Üçüncüsü, eylemlilikle ilgili sorular genellikle teorik olarak yapı-fail tartışması bağlamında karşılaşılır. Politika ve topluma yapısalcı yaklaşımların savunucuları, tarihin bireyler (veya faillik sergileyen sınıflar tarafından) tarafından oluşturulmadığını, yapısal gerekliliklerin bir sonucu olduğunu savunurlar. Bireyler önceden var olan rolleri üstlenirler ve çoğunlukla ne seçtikleri ne de sorguladıkları yapıları yeniden üretirler. Dahası, niyetleri, ne olursa olsun, eylemleri başka eylemlerle karşılaştığında öngörülemeyen sonuçlara sahiptir ve bu da büyük ölçüde anonim bir sonuçla sonuçlanır. Ortaya çıkan yapılar yine de kendilerine ait bir temel mantık veya yön sergileyebilir.
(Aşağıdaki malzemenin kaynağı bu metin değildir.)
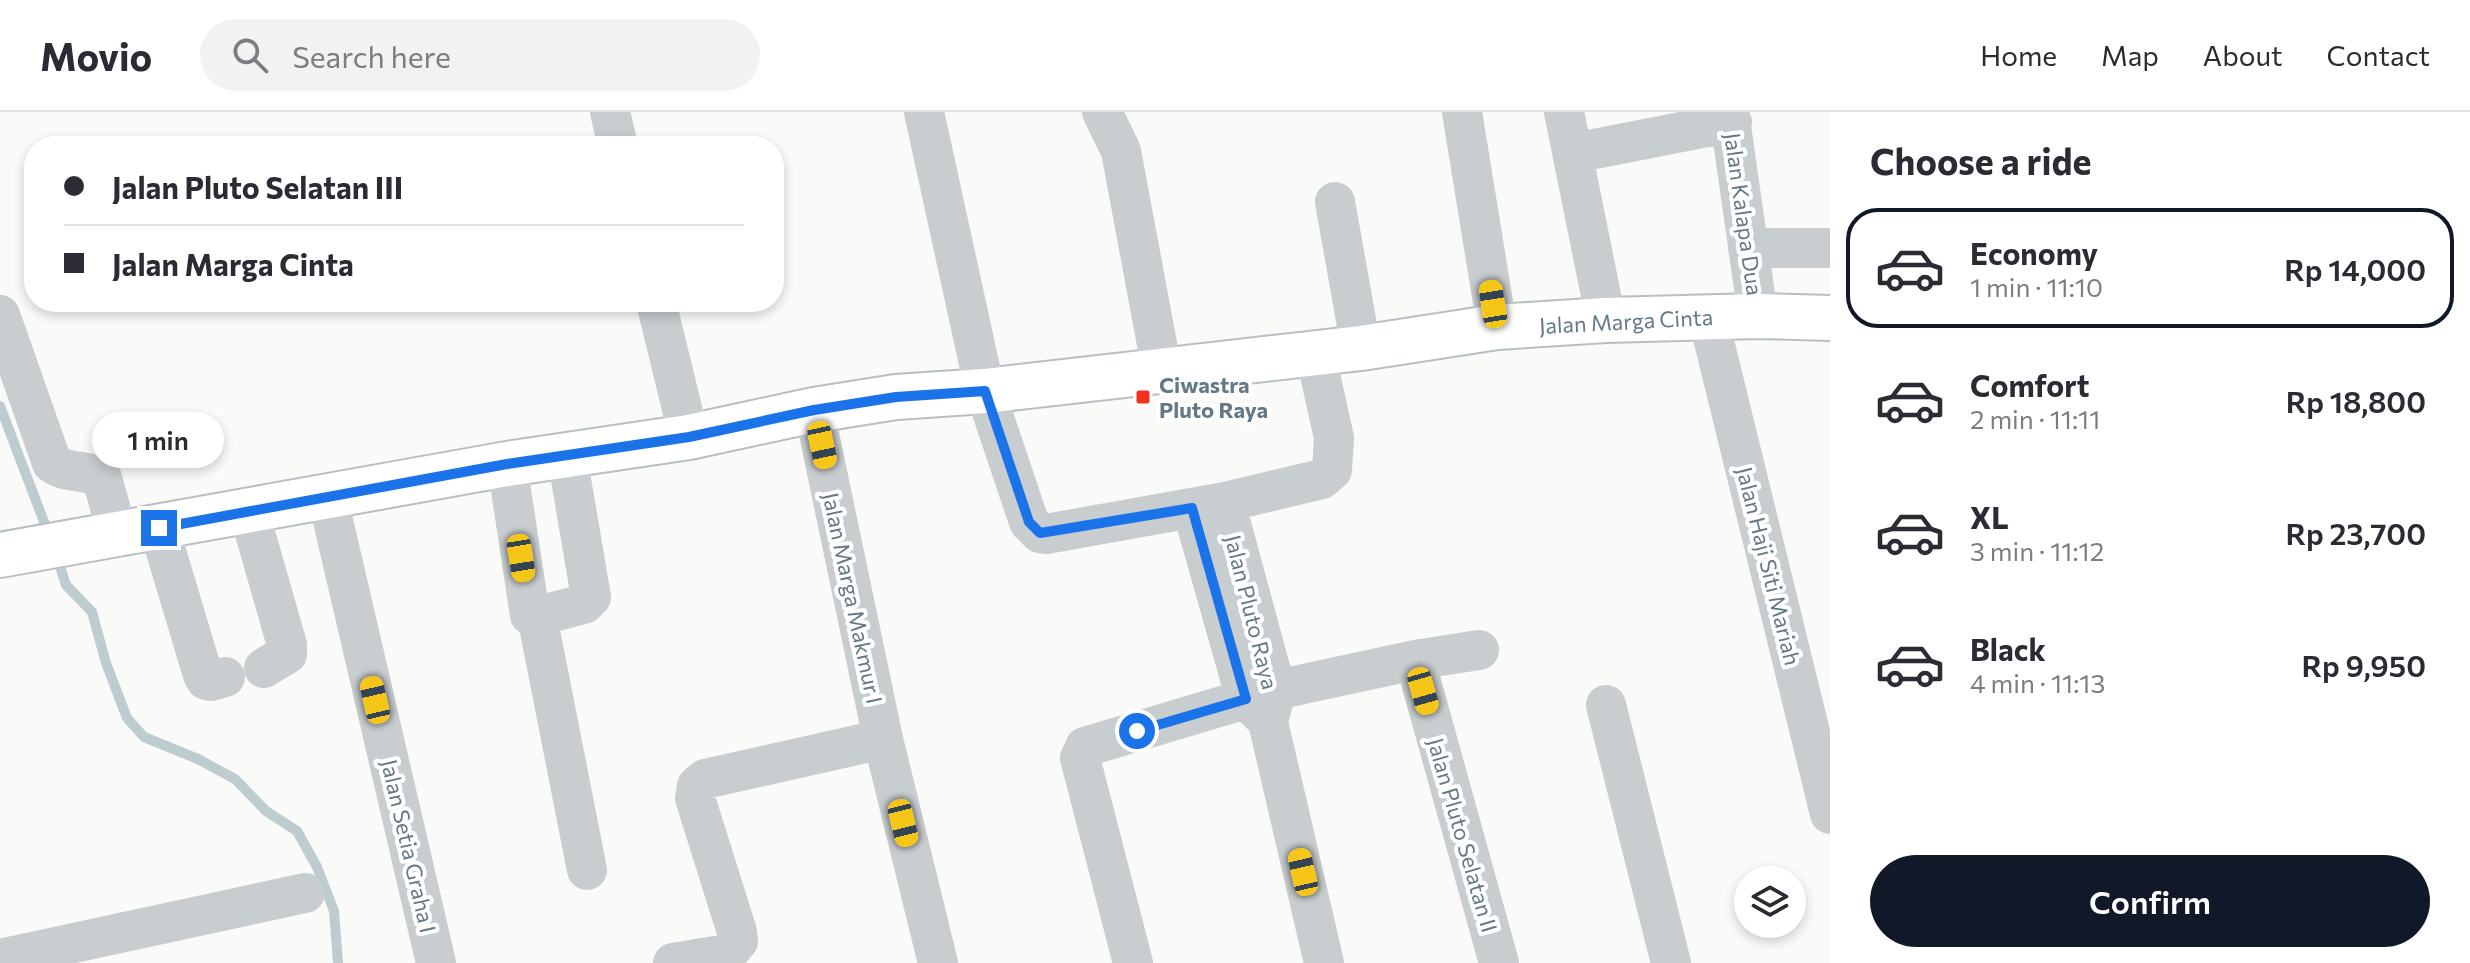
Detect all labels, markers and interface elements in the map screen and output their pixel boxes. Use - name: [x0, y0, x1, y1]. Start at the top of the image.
- search box: [200, 19, 760, 91]
- text: Movio: [40, 32, 152, 79]
- icon: search: [228, 33, 272, 77]
- text: Search here: [292, 37, 451, 74]
- text: Home: [1980, 38, 2057, 72]
- text: Map: [2101, 38, 2159, 72]
- text: About: [2203, 38, 2283, 72]
- text: Contact: [2327, 38, 2430, 72]
- street label: Jalan Kalapa Dua: [1719, 131, 1769, 297]
- text: Choose a ride: [1870, 138, 2091, 182]
- text: Jalan Pluto Selatan III: [112, 168, 403, 205]
- icon: car: [1874, 232, 1946, 304]
- text: Economy: [1970, 234, 2098, 271]
- text: Jalan Marga Cinta: [112, 245, 354, 282]
- text: Rp 14,000: [2284, 250, 2426, 287]
- text: 1 min · 11:10: [1970, 271, 2103, 302]
- car: [1477, 278, 1509, 330]
- street label: Jalan Marga Cinta: [1538, 303, 1714, 339]
- icon: car: [1874, 364, 1946, 436]
- text: Comfort: [1970, 366, 2089, 403]
- place label: Ciwastra Pluto Raya: [1159, 371, 1268, 423]
- text: Rp 18,800: [2286, 382, 2426, 419]
- marker: Ciwastra Pluto Raya: [1134, 388, 1152, 406]
- text: 2 min · 11:11: [1970, 403, 2100, 434]
- callout: 1 min: [93, 412, 225, 468]
- car: [805, 419, 839, 471]
- text: 1 min: [127, 424, 189, 455]
- street label: Jalan Haji Siti Mariah: [1731, 464, 1807, 668]
- street label: Jalan Marga Makmur I: [817, 490, 889, 706]
- icon: car: [1874, 496, 1946, 568]
- text: XL: [1970, 498, 2009, 535]
- route end: [141, 510, 177, 546]
- text: Rp 23,700: [2285, 514, 2426, 551]
- car: [505, 532, 537, 584]
- street label: Jalan Pluto Raya: [1220, 532, 1284, 692]
- text: 3 min · 11:12: [1970, 535, 2104, 566]
- icon: car: [1874, 628, 1946, 700]
- text: Black: [1970, 630, 2046, 667]
- text: Rp 9,950: [2302, 646, 2426, 683]
- car: [1405, 665, 1441, 717]
- text: 4 min · 11:13: [1970, 667, 2105, 698]
- car: [358, 674, 392, 726]
- route start: [1119, 713, 1155, 749]
- street label: Jalan Pluto Selatan II: [1422, 735, 1504, 935]
- street label: Jalan Setia Graha I: [376, 757, 442, 935]
- car: [886, 797, 920, 849]
- car: [1286, 846, 1320, 898]
- button: Confirm: [1870, 855, 2430, 947]
- map controls: [1734, 866, 1806, 938]
- button: layers: [1734, 866, 1806, 938]

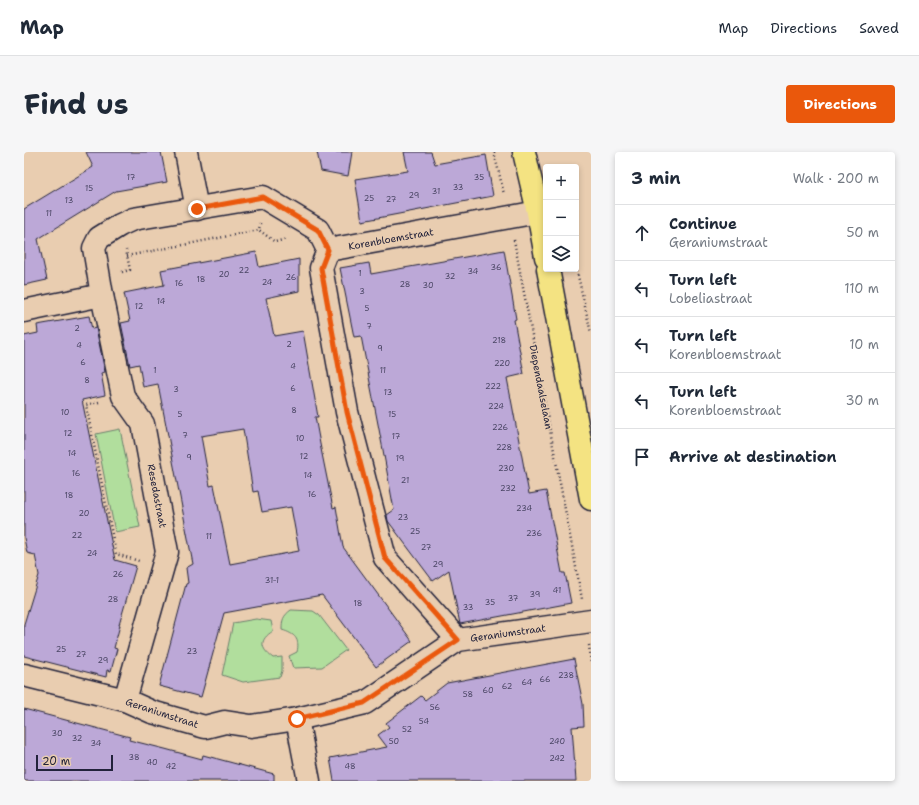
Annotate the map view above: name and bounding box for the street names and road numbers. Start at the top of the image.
street label: Korenbloemstraat [347,225,435,253]
street label: Diependaalselaan [526,344,556,430]
street label: Resedastraat [144,463,170,529]
street label: Geraniumstraat [469,621,547,645]
street label: Geraniumstraat [124,695,200,731]

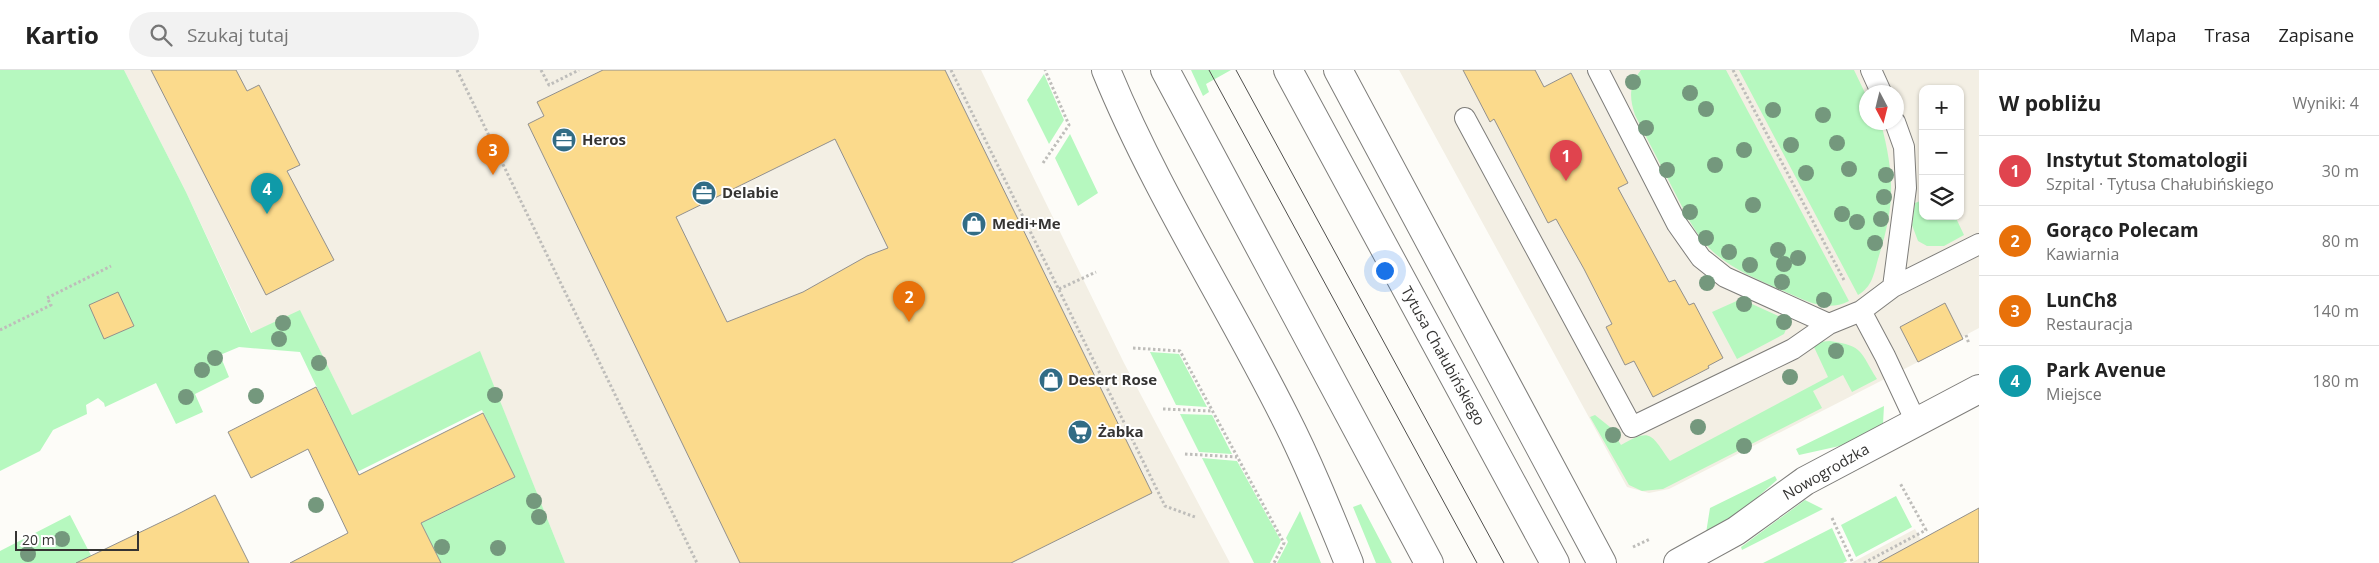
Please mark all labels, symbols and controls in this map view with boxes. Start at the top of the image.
search box [129,12,479,57]
text: Kartio [25,18,99,51]
icon: search [147,21,175,49]
text: Szukaj tutaj [187,22,289,48]
text: Mapa [2129,23,2177,47]
text: Trasa [2205,23,2250,47]
text: Zapisane [2278,23,2354,47]
north arrow [1859,85,1904,130]
map controls [1919,85,1964,220]
button: + [1919,85,1964,130]
text: W pobliżu [1999,89,2101,117]
text: Wyniki: 4 [2292,92,2359,114]
office icon: Heros [551,127,577,153]
place label: Heros [582,129,626,149]
button: − [1919,130,1964,175]
pin: 3 [477,134,509,175]
pin: 1 [1550,140,1582,181]
text: Instytut Stomatologii [2046,147,2248,173]
text: 1 [2010,160,2020,182]
text: 30 m [2322,160,2359,182]
pin: 4 [251,173,283,214]
text: Szpital · Tytusa Chałubińskiego [2046,173,2274,195]
button: layers [1919,175,1964,220]
office icon: Delabie [691,180,717,206]
place label: Delabie [722,182,779,202]
shop icon: Medi+Me [961,211,987,237]
place label: Medi+Me [992,213,1061,233]
text: Gorąco Polecam [2046,217,2199,243]
text: 2 [2010,230,2020,252]
text: 80 m [2322,230,2359,252]
text: Kawiarnia [2046,243,2119,265]
your location [1372,258,1398,284]
pin: 2 [893,281,925,322]
street label: Tytusa Chałubińskiego [1397,282,1490,429]
text: LunCh8 [2046,287,2117,313]
text: 3 [2010,300,2020,322]
text: 140 m [2313,300,2359,322]
text: Restauracja [2046,313,2133,335]
text: Park Avenue [2046,357,2166,383]
shop icon: Desert Rose [1038,367,1064,393]
place label: Desert Rose [1068,369,1157,389]
text: 4 [2010,370,2020,392]
text: 180 m [2313,370,2359,392]
text: Miejsce [2046,383,2102,405]
supermarket icon: Żabka [1067,419,1093,445]
place label: Żabka [1098,421,1144,441]
street label: Nowogrodzka [1779,438,1872,504]
scale bar [15,528,139,551]
text: 20 m [22,530,55,549]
Yapısalcı yaklaşımdaki tehlike, yapıların, bireysel pratikleri sistemik zorunlulukları ile uyumlu hale getirdikçe, failliği açığa çıkarıyor gibi görünmeleridir. Yapısalcılığı eleştiren düşünürler, analitik amaçlar için ayrılmaları gerekli olsa bile, failler ve yapılar arasındaki ilişkinin tek taraflı olmadığını, karşılıklı olduğunu, her birinin diğerini oluşturduğunu ve sınırladığını iddia ettiler.

Son olarak, ajans kapasiteleri ile bunu uygulama fırsatları arasında ayrım yapmak önemlidir, çünkü kapalı siyasi rejimler ajanların harekete geçmesi için çok az alan sağlayabilir.